In profile: Geoff Rideout, Divisional Manager

In the latest instalment of our Staff Profile series, we spoke to Geoff Rideout, Divisional Manager who has recently joined the department. Here, he tells us about his career so far and what keeps him occupied outside of work.

Introduce yourself – who are you and what do you do?

I’m Geoff and I’m a Divisional Manager in the Department of Infectious Disease working with three sections: Adult Infectious Disease, Immunology of Infection and Virology.

Tell us about your career so far – when did you join the college, and where were you working/studying before this?

I started at Imperial in March of this year, moving from the Institute of Structural and Molecular Biology, a joint Birkbeck/UCL research institute. Prior to that I worked at UCL in Mechanical Engineering and actually began my university career at Imperial over 20 years ago.

What are your first impressions of the College and the Department?

Revisiting South Kensington felt familiar after a 20-year break, but I could also see how much the college has developed over the years. I’m currently based at St Mary’s so I’m enjoying getting to know Paddington as it’s an area I didn’t previously know and I’m looking forward to returning to South Kensington in 2024. Everyone in the department has been very welcoming and have supported me while I settle into my new role.

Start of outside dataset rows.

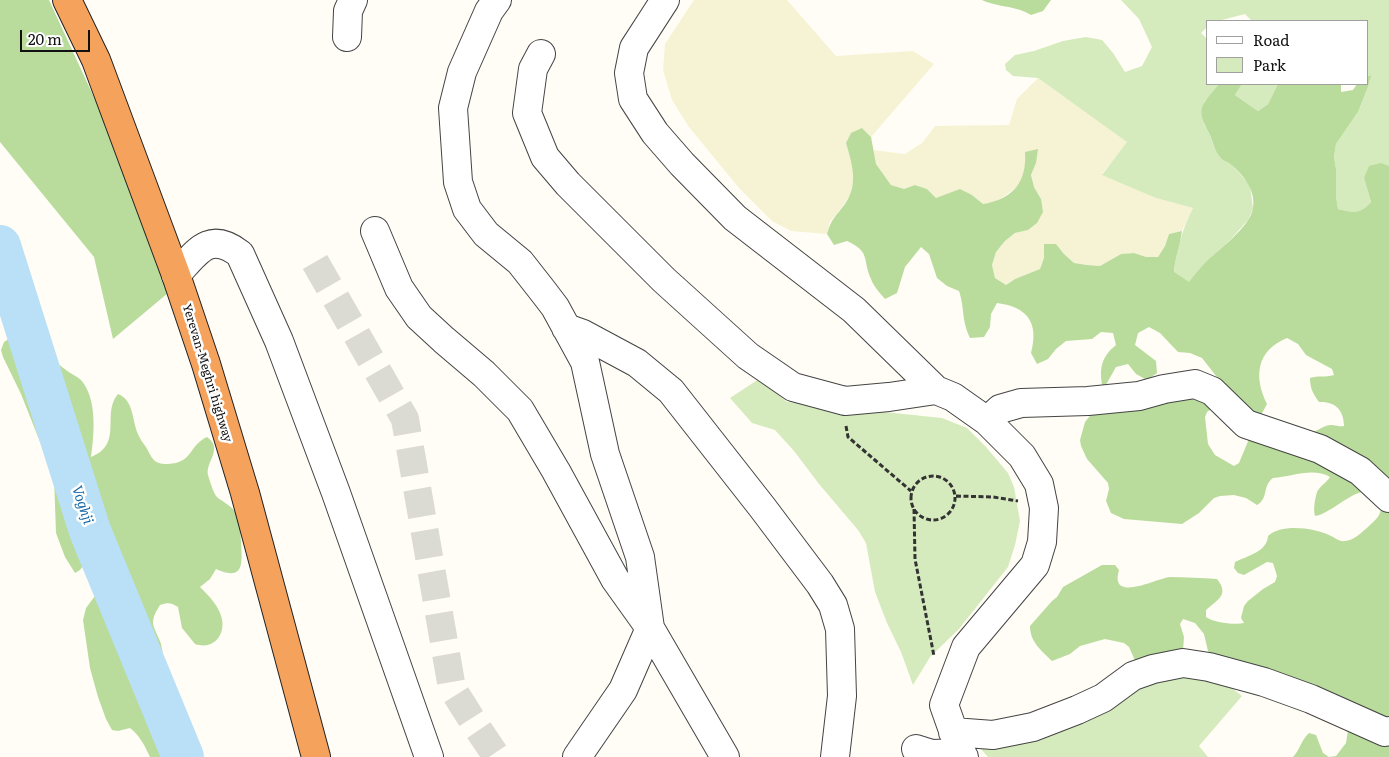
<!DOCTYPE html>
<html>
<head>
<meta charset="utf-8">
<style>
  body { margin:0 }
  #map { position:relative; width:1389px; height:757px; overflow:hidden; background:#fffdf5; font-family:Literata,serif }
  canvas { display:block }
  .legend { position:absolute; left:1206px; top:20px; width:162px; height:65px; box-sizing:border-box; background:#fff; border:1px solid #a0a0a0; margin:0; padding:6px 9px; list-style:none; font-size:15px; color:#111 }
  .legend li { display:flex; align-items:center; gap:10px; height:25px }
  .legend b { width:25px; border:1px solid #a0a0a0 }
  .scale { position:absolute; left:20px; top:30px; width:70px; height:22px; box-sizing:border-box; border:2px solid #111; border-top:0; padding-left:6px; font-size:15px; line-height:18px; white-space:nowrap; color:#111; -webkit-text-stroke:4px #fff; paint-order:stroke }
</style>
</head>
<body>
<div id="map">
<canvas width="1389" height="757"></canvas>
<ul class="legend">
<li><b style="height:6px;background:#fff"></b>Road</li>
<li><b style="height:14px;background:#d5ebbd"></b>Park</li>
</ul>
<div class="scale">20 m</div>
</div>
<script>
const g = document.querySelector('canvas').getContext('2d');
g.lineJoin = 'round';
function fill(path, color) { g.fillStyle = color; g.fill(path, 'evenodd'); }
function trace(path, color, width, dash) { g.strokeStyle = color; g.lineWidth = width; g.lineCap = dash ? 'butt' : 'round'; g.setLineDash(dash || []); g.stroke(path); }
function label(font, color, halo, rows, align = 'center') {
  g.font = font + ' Literata,serif'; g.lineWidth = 5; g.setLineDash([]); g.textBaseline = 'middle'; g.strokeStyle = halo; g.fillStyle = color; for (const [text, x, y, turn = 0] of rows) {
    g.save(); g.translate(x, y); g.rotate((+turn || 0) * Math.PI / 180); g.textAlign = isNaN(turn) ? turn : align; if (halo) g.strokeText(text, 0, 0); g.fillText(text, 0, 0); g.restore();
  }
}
fill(new Path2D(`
  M694,0H787L836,56L913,51L934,64L871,137L862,128L846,143L853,166L854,179L852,192L845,203L830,222L827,234L791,231L772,221L739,188L689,127L672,100L663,70L665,44Z
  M1038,78L1128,142L1102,174L1156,198L1193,208L1182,231L1169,234L1165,246L1158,257H1146L1134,253L1121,254L1100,266L1087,265L1074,263L1064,254L1056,244H1044V258L1040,269L1015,279L1006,285L995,278L992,265L996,252L1005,241L1015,233L1028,230L1041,199L1034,187L1031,175L1036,163L1025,152L1026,165L1023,176L1017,187L996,202L983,204L972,195L936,198L927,189L915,185L904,189L891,185L876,164L873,150L905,154L922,143L935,126L1009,125L1017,99Z`), '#f6f3d4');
fill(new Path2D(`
  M1121,0H1389V166L1381,164L1364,178L1371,202C1360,214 1354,213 1338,209L1336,196V169L1334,157L1336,144L1358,112L1368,87L1370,75L1368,76V21H1252L1245,14L1218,21H1208V26L1201,33L1208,40V84H1219L1204,102V124L1210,135L1214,147L1220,157L1231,164L1250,185L1253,209L1248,220L1231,239L1204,264L1189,283L1174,273C1176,250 1183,228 1193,208L1156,198L1102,175L1127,142L1038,78L1013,76L1006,70L1005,64L1015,55L1034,51L1063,41L1086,37L1102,40L1113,53L1125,72L1142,66L1152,47L1139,19Z
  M1242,84H1278L1268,104L1258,111L1235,95Z
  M759,379L787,402L942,418L967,428L986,447L1008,473L1014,487L1020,521L1015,545L1008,567L959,629L930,657L913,685L901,652L887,623L875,592L866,543L858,530L819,484L794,451L775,430L752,423L730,398Z
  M1161,673L1219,678L1242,696L1199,746L1208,757H988L978,746Z`), '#d5ebbd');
fill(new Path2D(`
  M0,0H49L104,119L168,293L113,339L94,257L0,142Z
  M982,0H1051L1043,11L1031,15C1014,5 1000,8 982,0Z
  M1371,75L1368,87L1358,112L1336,144L1334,157L1336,169V196L1338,209C1354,213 1360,214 1371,202L1364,178L1369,166L1381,163L1389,166V757H1329L1336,756L1346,743L1348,730L1216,660L1208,651L1204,634L1195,623L1183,619L1180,624L1184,637L1183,651L1137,665L1129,647L1124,643L1105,639L1080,646L1070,654L1052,661C1041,650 1030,642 1030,626L1052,601L1057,597L1063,587L1102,565H1115L1119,570C1109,604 1157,578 1170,577C1185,577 1202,578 1217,579C1230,595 1217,600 1206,610V617C1214,623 1235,625 1244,623L1241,618L1244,606L1248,601L1263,589L1275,582L1277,576L1273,563L1267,562L1244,575L1238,573L1234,568L1235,562C1247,556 1267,552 1268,536C1282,523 1315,528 1331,536C1336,538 1339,542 1345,541C1353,541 1362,532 1368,527C1374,521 1380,517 1381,509L1365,491C1348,494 1328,515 1315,516C1313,509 1315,499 1317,492C1319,487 1327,482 1330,477C1313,467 1291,477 1273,478C1262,486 1269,498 1257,505L1246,498L1234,495L1220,496L1214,498L1199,513L1182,524L1124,519L1111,513L1106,501L1109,489L1108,483L1087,459L1081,446L1080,440L1085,422L1093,412L1185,387L1213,408L1207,412L1205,417L1208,444L1215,455L1234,466L1239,463L1249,439L1317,437L1314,432C1320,429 1325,425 1331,425C1337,425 1338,427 1344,426C1344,410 1335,401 1319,402C1313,394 1310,388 1310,378C1318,375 1325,378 1334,375L1332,369L1306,355L1298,344L1287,338C1257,350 1253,376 1267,404L1261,415L1249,418L1202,358L1190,353L1178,352L1160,333L1149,327L1138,333L1135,345L1156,361L1157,373L1147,380L1136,374L1128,364L1116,367L1103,390C1099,370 1100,358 1116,345L1113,333L1101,332L1092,339L1066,341L1056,349L1048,359L1037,364L1031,353C1039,323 1028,307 997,303L991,314L990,327L984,337L970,338C961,319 965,309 959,291L947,286L937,278L929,254L921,247L905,267L897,293L885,299C880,293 874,287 871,279C862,259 871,252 847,241L834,245L827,234C831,219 836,216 845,204C859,184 852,164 846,143L851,133L862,128L871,137L876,164L891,185L904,189L915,185L927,189L936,198L960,189L972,195L983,204C1013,199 1027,182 1025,152L1038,149L1036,163L1031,175L1034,187L1041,199L1043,212L1037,223L1028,230L1015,233L1005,241L996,252L992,265L995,278L1006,285L1015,279L1040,269L1044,258V244H1056L1064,254L1074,263L1087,265L1100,266L1121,254L1134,253L1146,257H1158L1165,246L1169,234L1182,231C1180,245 1175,258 1174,272L1189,282C1194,276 1198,270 1203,265C1216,251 1251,227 1253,208C1256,190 1243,174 1229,163C1226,161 1222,160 1220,157C1214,150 1213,141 1209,133C1195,107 1202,105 1219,84H1242L1235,95L1258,111L1268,104L1278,84H1341V92L1353,90L1357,84H1368V76Z
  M18,337C37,347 49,357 66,370C72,375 80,377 84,384C97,403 94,436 91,457C124,444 101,414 118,394C134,400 132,421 138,434C140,439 143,443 146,447C152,458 154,465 168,464C193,463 189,445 207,437C224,449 205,462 208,475C210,481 213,493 217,497C224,503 233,506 237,515C241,522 240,533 241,541C242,563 245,582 216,569L210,579L200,587C208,595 216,603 220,613C228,631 216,651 195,644L182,628L178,607C172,603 168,602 160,605C157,610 153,616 153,623C154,630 159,637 161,644C169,678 162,730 183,757H150C145,746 140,736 130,728L118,731L112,730L106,719L98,697L90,668L83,620L86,608L98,592L105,574L102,541V520L92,492L87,487L80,489L75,508L85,557C84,565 83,569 75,573L65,557L56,533L54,477L21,394L3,357L1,350L4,342L10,338Z
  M1309,733L1316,735L1323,753L1329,757H1293C1300,750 1301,740 1309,733Z`), '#b9dc9c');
trace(new Path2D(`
  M0,246L90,531L183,757`), '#b9e0f7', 42);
trace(new Path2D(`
  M315,262L405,419L452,688L476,726L497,757`), '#dbdad3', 28, [28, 14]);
const minor = new Path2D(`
  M497,0L489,11L462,72L453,108L458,182L467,209L486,234L520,262L542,290L555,307L585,362L605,454L640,557L650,628L623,690L577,757
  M665,0L634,48L629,73L633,99L655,133L682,164L735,218L854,310L936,390L953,397L987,421L1022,456L1039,484L1044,508L1042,542L1035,565L966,647L944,705L961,753L964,757
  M347,37L348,11L353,0
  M541,54L533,69L527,113L545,157L568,184L664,280L748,356L793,387L845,401L889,397L936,390
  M375,231L399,288L419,317L444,340L484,374L520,410L556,471L615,579L650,628L725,757
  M176,275C197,252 209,230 240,254L279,341L336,493L429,757
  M566,328L583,334L637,363L671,391L762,507L820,584L833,605L840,629L842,696L835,757
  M987,421L1000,409L1021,403L1088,401L1139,396L1164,389L1195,384L1212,391L1246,424L1320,449L1360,471L1389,498
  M953,732L993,735L1033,727L1077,710L1103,698L1133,676L1153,669L1183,663L1209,667L1264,682L1311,699L1385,732L1389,731
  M916,749L932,754L961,753`);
const highway = new Path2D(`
  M67,0L96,60L176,275L206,364L245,493L316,757`);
trace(minor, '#444', 30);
trace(highway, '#222', 30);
trace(new Path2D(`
  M846,426L848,437L911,491
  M911 498a22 22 0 1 1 44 0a22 22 0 1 1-44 0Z
  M956,496L993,497L1018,501
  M914,509L915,559L934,656`), '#333', 3, [5, 2.5]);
trace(minor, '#fff', 28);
trace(highway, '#f5a25d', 28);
label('12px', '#111', '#fff', [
  ["Yerevan-Meghri highway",207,373,73]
]);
label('italic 14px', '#1768a6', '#fff', [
  ["Voghji",82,505,72]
]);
</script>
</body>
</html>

What aspect of your new role are you most excited about?

I’m excited about working with new colleagues and discovering more about the diverse range of funders and partners that we work with.

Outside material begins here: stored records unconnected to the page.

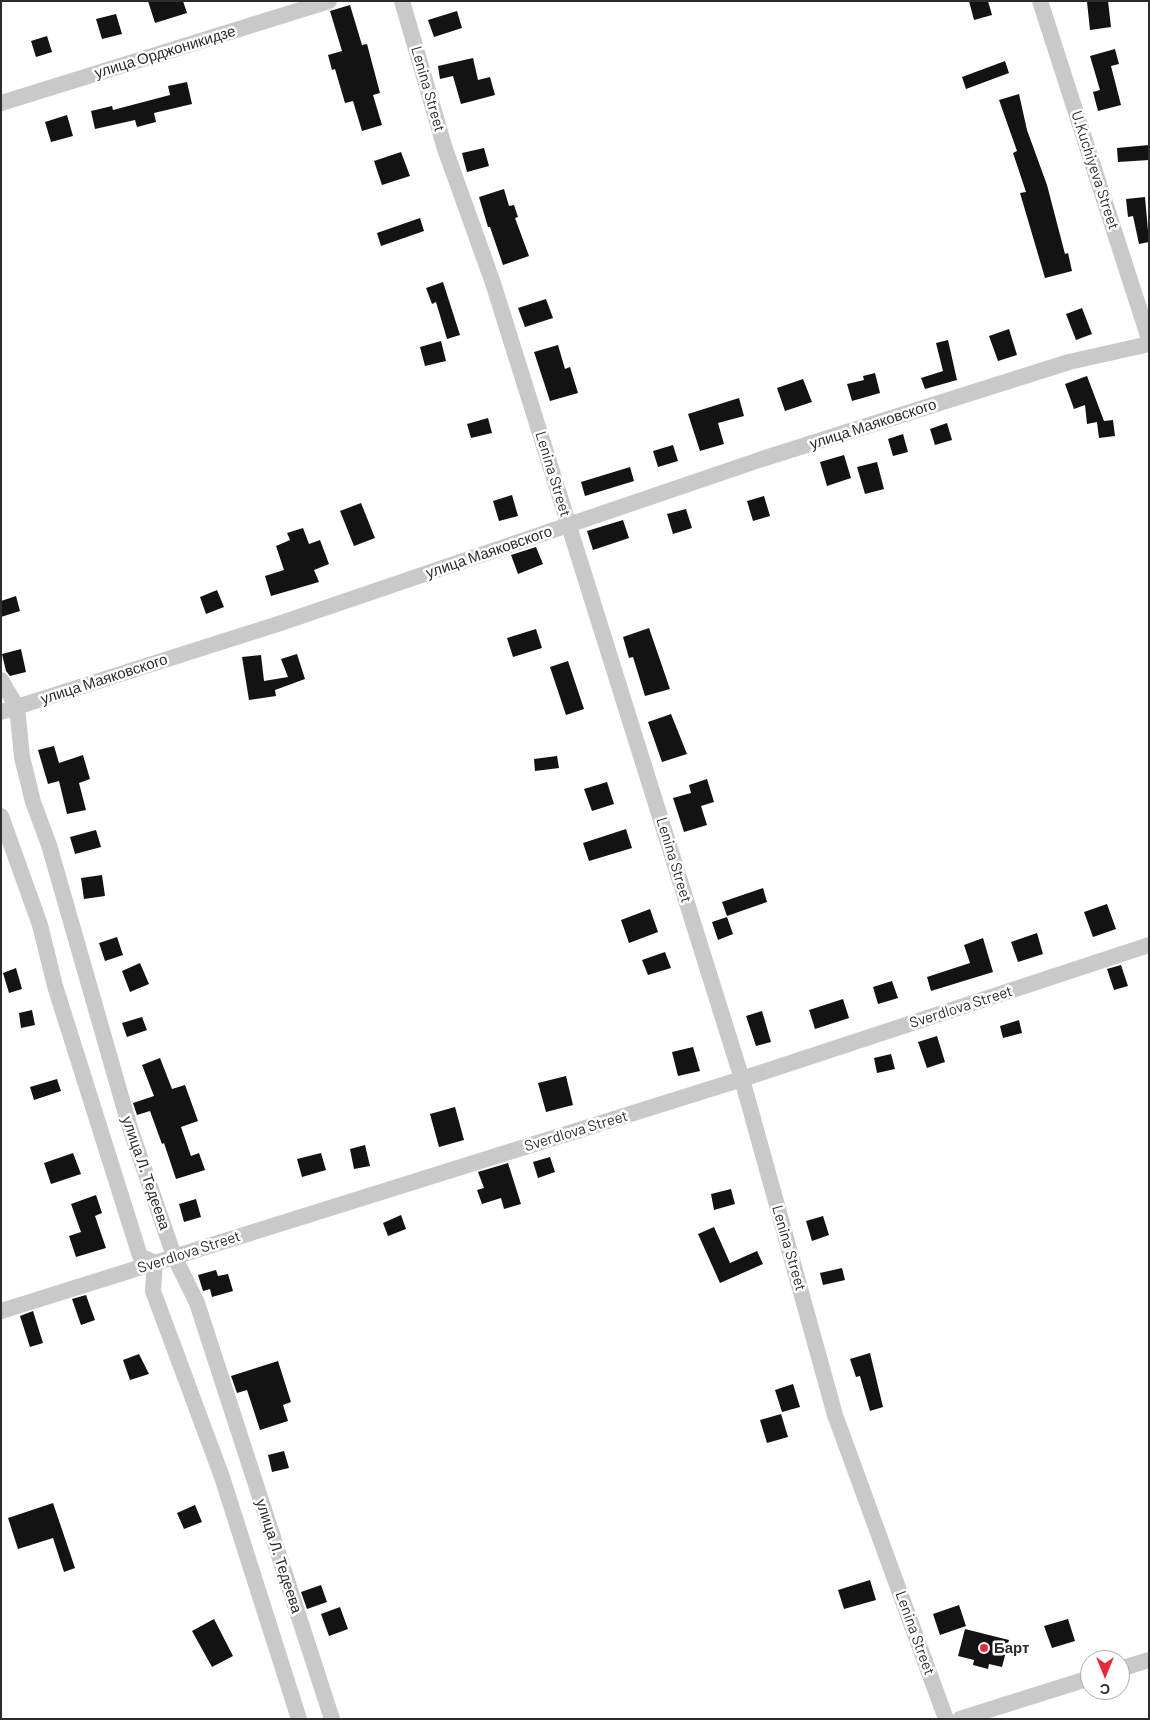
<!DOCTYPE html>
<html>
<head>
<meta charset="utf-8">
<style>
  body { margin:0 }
  #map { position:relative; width:1150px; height:1720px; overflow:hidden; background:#fff; font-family:Barlow,sans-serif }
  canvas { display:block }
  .frame { position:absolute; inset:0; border:2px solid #2c2c2c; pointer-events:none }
  .north { position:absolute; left:1080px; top:1650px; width:50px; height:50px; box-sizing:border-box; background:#fff; border:1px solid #ababab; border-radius:50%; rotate:180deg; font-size:14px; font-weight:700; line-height:20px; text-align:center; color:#2c2c2c }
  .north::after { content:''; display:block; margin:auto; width:18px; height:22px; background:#e92937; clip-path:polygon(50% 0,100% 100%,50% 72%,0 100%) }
</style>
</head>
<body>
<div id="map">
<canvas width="1150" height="1720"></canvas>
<div class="frame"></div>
<div class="north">С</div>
</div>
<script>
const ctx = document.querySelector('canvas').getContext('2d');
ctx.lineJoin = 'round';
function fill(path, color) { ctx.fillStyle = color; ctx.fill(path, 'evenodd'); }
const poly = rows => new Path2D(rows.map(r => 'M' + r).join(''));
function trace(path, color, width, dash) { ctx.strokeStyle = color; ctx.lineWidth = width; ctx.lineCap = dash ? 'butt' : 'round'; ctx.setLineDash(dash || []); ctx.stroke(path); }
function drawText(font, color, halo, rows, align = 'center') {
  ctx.font = font + ' Barlow,sans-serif'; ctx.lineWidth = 5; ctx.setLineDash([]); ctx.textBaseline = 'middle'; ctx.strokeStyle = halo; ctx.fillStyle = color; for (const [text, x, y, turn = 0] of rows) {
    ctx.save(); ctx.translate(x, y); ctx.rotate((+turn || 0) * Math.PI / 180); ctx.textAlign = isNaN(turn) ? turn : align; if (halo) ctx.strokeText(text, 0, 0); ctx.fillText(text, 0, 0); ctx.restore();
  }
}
fill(poly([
  [148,1,183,1,187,13,155,23],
  [969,1,988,1,992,15,974,20],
  [1108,1,1111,27,1090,30,1087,2],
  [350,5,362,45,367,44,380,93,373,95,382,125,362,131,353,101,345,103,335,69,332,70,328,55,342,51,330,11],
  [457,11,462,28,434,37,428,20],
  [116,14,122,34,102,39,96,19],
  [47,36,52,52,36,57,31,41],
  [1115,49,1119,64,1111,66,1121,105,1098,111,1093,92,1100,90,1090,56],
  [473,58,478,80,490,77,495,95,461,104,453,76,440,79,438,66],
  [1005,61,1009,73,966,89,962,77],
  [187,82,192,104,154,113,156,122,137,127,135,120,95,129,91,111,112,106,113,110,170,95,168,86],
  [1019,94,1027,130,1047,185,1065,254,1068,253,1072,271,1045,278,1020,193,1026,192,1013,153,1017,151,999,100],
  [67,115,73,136,51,142,45,122],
  [1149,145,1149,160,1118,162,1117,148],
  [484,148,489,166,467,172,462,153],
  [401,152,410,176,382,185,374,161],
  [504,189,509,206,514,205,518,217,515,218,529,256,503,265,490,227,488,227,479,197],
  [1145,197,1149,242,1139,244,1133,216,1128,217,1126,199],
  [420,218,424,231,381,246,377,233],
  [443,282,460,335,447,339,436,302,432,304,426,288],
  [546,299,553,318,525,327,518,308],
  [1082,308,1092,334,1076,340,1066,314],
  [1009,329,1017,355,998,361,989,336],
  [948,340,957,380,925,389,921,378,943,371,936,343],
  [441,341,446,361,425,366,420,347],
  [558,345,565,369,570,367,578,393,550,401,534,352],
  [875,373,880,393,852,401,847,384,864,380,863,376],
  [1087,376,1104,421,1113,420,1115,436,1099,438,1097,422,1087,424,1085,405,1074,409,1065,384],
  [803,379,812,402,785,411,777,388],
  [739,398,744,416,718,423,724,444,700,451,688,414],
  [488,418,492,433,471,438,467,424],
  [947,423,952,440,935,445,930,429],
  [903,434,908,452,893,456,888,439],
  [673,445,678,461,658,467,653,451],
  [844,455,851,478,827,486,820,462],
  [877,462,884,489,865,494,857,467],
  [630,467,634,481,585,496,581,482],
  [512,495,518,516,499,521,493,501],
  [764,496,770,516,753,521,747,501],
  [361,503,375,538,354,546,340,511],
  [686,509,692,528,673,534,667,514],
  [623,520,629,538,593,550,587,531],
  [303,528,309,544,320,540,329,564,314,570,319,582,271,596,265,576,284,570,276,546,290,540,287,533],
  [536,547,543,564,518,574,511,555],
  [217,590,224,607,206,614,200,597],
  [16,596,20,611,1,617,1,601],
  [649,628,670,689,645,696,633,657,629,658,623,637],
  [536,629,542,648,513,657,507,638],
  [21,649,26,672,10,676,6,671,2,654],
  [297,654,305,679,275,690,276,696,249,700,242,657,261,655,264,681,288,677,281,659],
  [568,661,584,709,566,715,550,667],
  [671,714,687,754,662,762,648,722],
  [54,746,59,763,83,755,90,779,79,783,86,810,67,814,59,781,48,784,38,750],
  [557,756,559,768,535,771,534,759],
  [707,779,714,802,701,806,707,825,684,832,673,798,691,793,689,785],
  [607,782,614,804,592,811,584,789],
  [626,829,632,848,589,861,583,843],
  [96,830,101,847,75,854,70,837],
  [102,875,105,896,84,899,81,878],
  [763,888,767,902,727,916,722,902],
  [1107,904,1116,929,1093,937,1084,912],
  [650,909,658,932,629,943,621,920],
  [727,917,733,934,718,940,712,922],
  [1037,933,1043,954,1018,962,1011,942],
  [117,937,123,955,105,961,99,943],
  [983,938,993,972,931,991,927,977,970,963,964,945],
  [665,952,671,968,648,975,642,960],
  [140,963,149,984,130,992,122,971],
  [1121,965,1128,986,1114,990,1107,969],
  [16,968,22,989,9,993,3,973],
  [892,981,898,998,878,1004,873,987],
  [843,999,849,1018,815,1029,809,1010],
  [32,1010,35,1025,21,1028,19,1013],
  [762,1011,771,1042,756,1046,746,1016],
  [142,1017,147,1030,127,1037,122,1023],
  [1019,1020,1022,1033,1003,1038,1000,1026],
  [937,1036,945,1062,927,1068,918,1042],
  [693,1047,700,1071,678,1076,672,1052],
  [891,1054,895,1069,877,1073,874,1058],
  [160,1058,172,1089,185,1085,198,1121,181,1127,191,1156,199,1153,205,1170,176,1179,164,1143,162,1144,150,1111,137,1115,133,1103,154,1096,142,1065],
  [566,1076,573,1105,546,1112,538,1083],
  [57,1079,61,1091,34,1100,30,1087],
  [455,1107,464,1140,439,1147,430,1114],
  [365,1145,370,1166,354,1169,350,1149],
  [73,1153,81,1174,51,1184,44,1163],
  [321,1153,326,1170,302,1177,297,1159],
  [550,1157,555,1172,538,1178,533,1162],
  [508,1163,521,1204,504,1209,501,1198,482,1204,477,1190,484,1188,478,1172],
  [731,1189,735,1204,714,1210,711,1194],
  [96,1195,102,1213,95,1216,106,1248,76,1257,69,1236,81,1232,71,1204],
  [196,1199,201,1217,184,1222,179,1204],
  [401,1215,406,1229,388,1236,383,1223],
  [823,1216,829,1235,812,1241,806,1221],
  [714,1227,730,1263,757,1251,763,1264,720,1283,698,1234],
  [842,1268,845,1280,823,1285,820,1273],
  [216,1270,218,1276,228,1274,233,1291,212,1297,210,1289,203,1291,198,1275],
  [86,1295,95,1320,81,1325,72,1299],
  [33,1311,43,1343,30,1347,20,1316],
  [870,1353,883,1407,870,1411,860,1376,856,1377,850,1359],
  [139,1354,149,1374,130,1380,123,1360],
  [278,1361,291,1402,283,1405,288,1421,260,1430,247,1390,237,1393,231,1376],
  [793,1384,800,1407,782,1412,775,1390],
  [781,1414,788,1437,767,1443,760,1420],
  [284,1451,289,1468,272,1472,268,1455],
  [53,1503,75,1568,64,1572,53,1538,18,1549,8,1518],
  [195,1505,202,1522,184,1529,177,1513],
  [870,1580,876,1600,844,1609,838,1590],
  [321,1585,327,1602,307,1609,301,1592],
  [959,1605,966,1626,940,1635,933,1614],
  [340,1607,348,1629,329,1636,321,1614],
  [214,1619,233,1656,212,1667,192,1631],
  [1068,1619,1075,1641,1052,1648,1044,1626],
  [965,1629,1009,1640,1002,1667,989,1664,988,1669,973,1665,974,1660,958,1656]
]), '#131313');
trace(poly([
  [402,1,445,149,493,283,742,1079,835,1415,946,1719],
  [1040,1,1149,339],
  [1,103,329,1],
  [1,680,17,707,22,757,33,802,49,845,130,1128,174,1256,197,1303,332,1719],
  [1,712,281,623,762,459,1069,362,1149,344],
  [1,816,40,925,55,986,140,1256,155,1263,153,1291,222,1477,299,1719],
  [1,1311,742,1079,1149,945],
  [1120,1669,1149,1660],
  [960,1719,1090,1678]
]), '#c9c9c9', 16);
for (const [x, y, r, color] of [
  [984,1648,5,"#e92937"]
]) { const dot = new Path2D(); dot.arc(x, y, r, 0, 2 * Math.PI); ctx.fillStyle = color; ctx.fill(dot); trace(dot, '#fff', 2); }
drawText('15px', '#2c2c2c', '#fff', [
  ["улица Орджоникидзе",165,52,-17],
  ["Lenina Street",428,89,74],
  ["U.Kuchiyeva Street",1095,170,72],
  ["улица Маяковского",873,424,-18],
  ["Lenina Street",553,474,73],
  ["улица Маяковского",489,552,-19],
  ["улица Маяковского",104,679,-18],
  ["Lenina Street",674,860,73],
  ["Sverdlova Street",961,1007,-18],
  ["Sverdlova Street",576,1131,-17],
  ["улица Л. Тедеева",146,1173,71],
  ["Lenina Street",789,1248,74],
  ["Sverdlova Street",189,1252,-18],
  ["улица Л. Тедеева",279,1556,72],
  ["Lenina Street",915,1633,70]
]);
drawText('bold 15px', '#2c2c2c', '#fff', [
  ["Барт",994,1648]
], 'left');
</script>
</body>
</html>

When you’re not working, what are your main passions and hobbies?

I’m a longstanding AFC Wimbledon and before that Wimbledon FC season ticket holder so watch a lot of football and enjoy the weekly catch up with friends for a moan about how rubbish the football is. I’m also a big music fan and enjoy live gigs whenever I can. I have an ever-expanding record collection that takes up far too much space and money!

What book would you recommend everyone to read and why?

A bit niche I appreciate but I would say Rip It Up and Start Again: Postpunk 1978-1984 by Simon Reynolds. It’s a great book by a great music writer on, push comes to shove, my favourite music genre.